I am getting the following error in several devices in our network.
The 10.1.10.25 is the Ciscoworks server, I have reset the SNMP strings several times and cannot trace where the error is coming from.
Has anyone experienced this?
May 18 14:04:15.333: %SNMP-3-AUTHFAIL: Authentication failure for SNMP
If you're absolutely sure the community strings in LMS are correct, the most likely cause of this problem is Campus Manager and community string indexing. What type of device is this? I'm betting it's an IOS switch. If you gather a packet capture of the SNMP traffic triggering this trap, it may be possible to prevent it.
You are right j,
I am seeing this same message in several switches (6509).
What in Campus Manager and community string indexing causes this problem?

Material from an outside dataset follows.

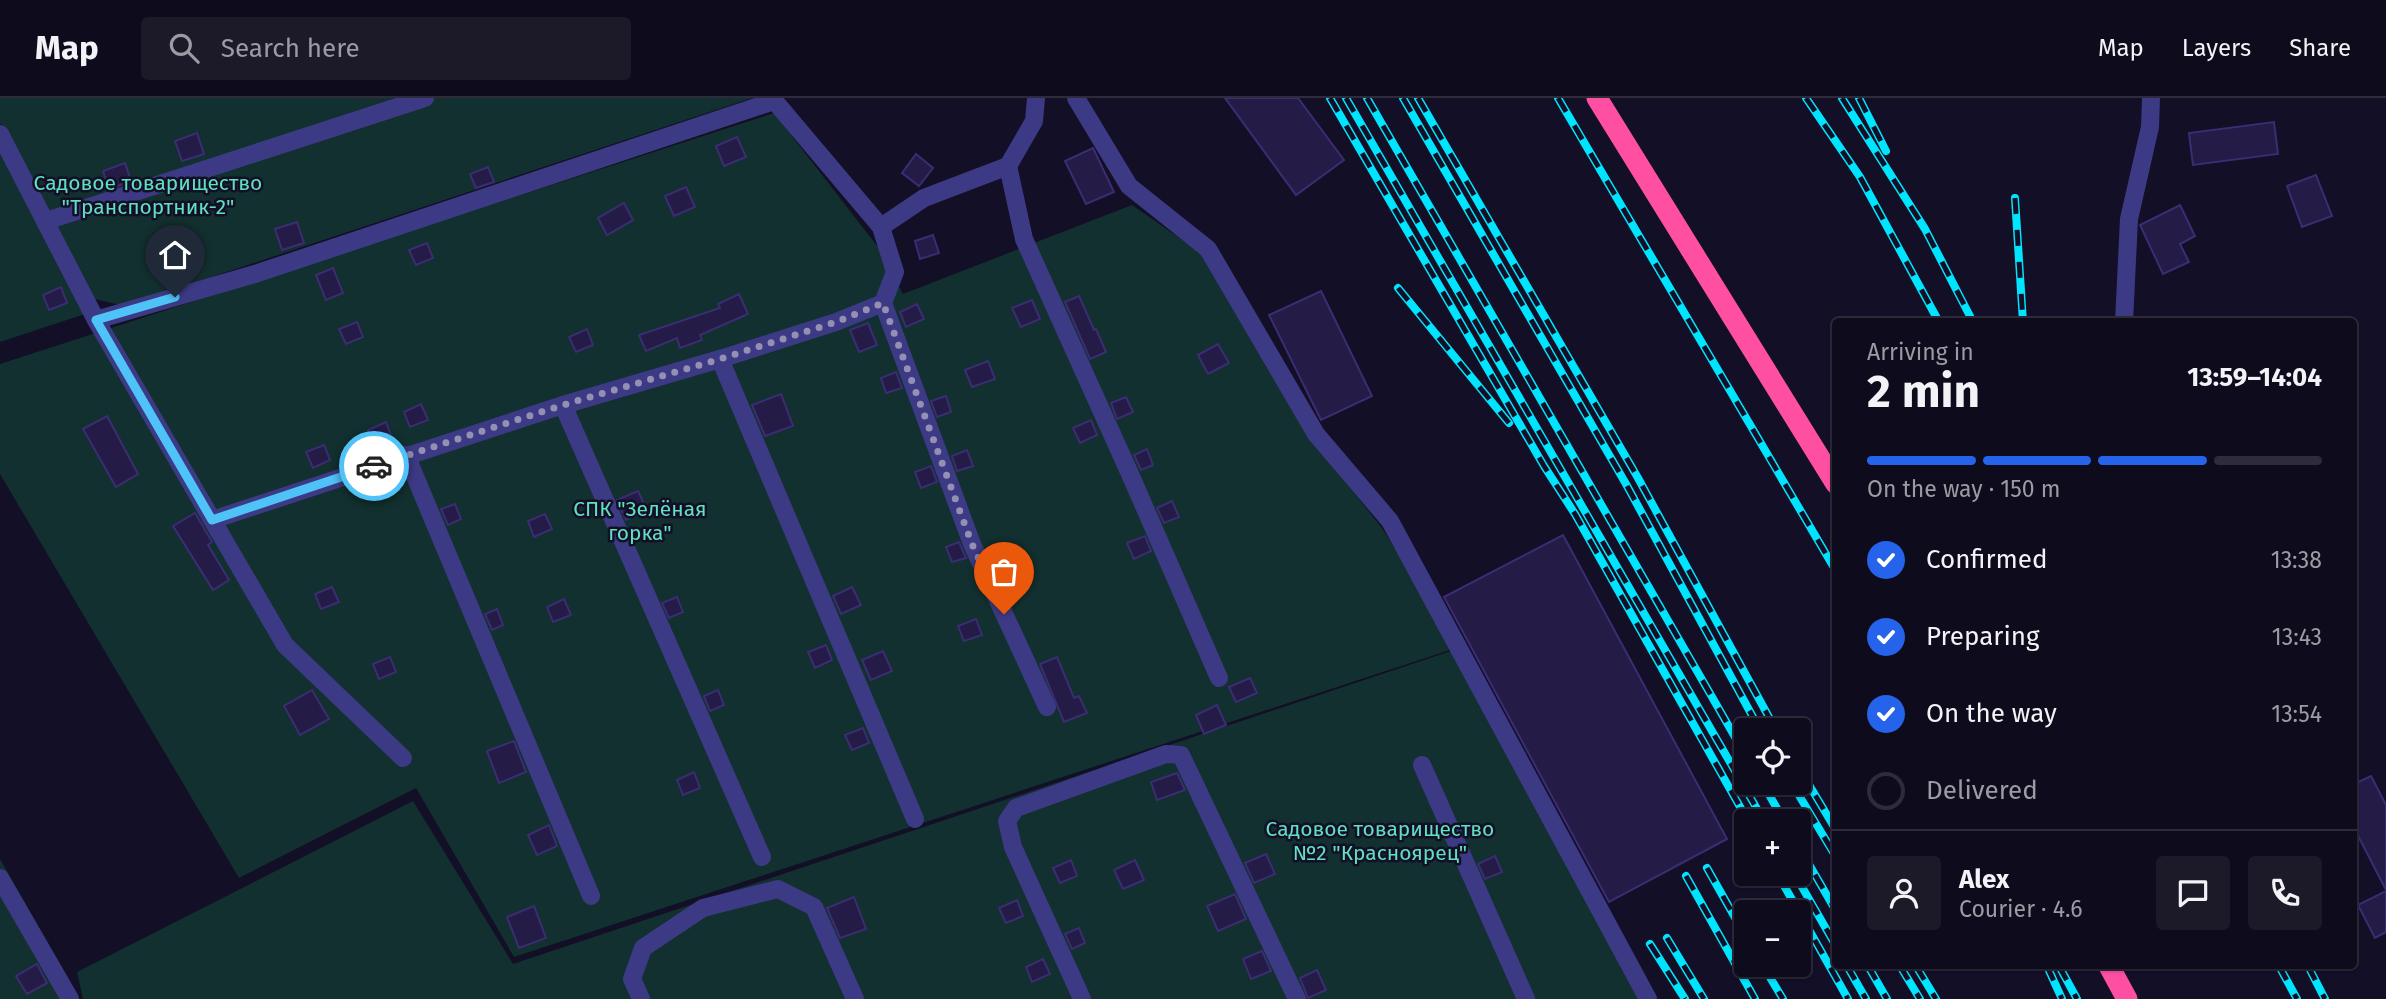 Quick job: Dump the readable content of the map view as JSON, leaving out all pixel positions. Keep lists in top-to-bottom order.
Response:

User Tracking uses community string indexing to get end hosts from each VLAN. ANI uses community string indexing to get STP information for each instance of spanning tree. A sniffer trace is needed to see which it is.

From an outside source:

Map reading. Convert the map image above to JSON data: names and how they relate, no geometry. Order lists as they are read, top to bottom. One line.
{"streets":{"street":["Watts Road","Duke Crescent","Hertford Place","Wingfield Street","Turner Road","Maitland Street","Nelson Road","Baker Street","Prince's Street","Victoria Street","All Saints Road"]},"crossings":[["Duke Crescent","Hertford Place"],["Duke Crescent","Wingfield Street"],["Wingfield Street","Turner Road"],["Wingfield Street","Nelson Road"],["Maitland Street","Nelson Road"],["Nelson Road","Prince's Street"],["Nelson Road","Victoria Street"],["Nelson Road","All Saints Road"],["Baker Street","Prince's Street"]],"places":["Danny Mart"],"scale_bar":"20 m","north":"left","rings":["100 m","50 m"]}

You don't. You have to manipulate options in ANIServer.properties (typically to disable polling of invalid VLANs). The root strings are most likely correct, but the index suffix is not valid. This of course is just a guess at this point. A sample trace of this would give a very clear picture of what is going on.
You might need to query TAC and ask why this isn't avialable to you?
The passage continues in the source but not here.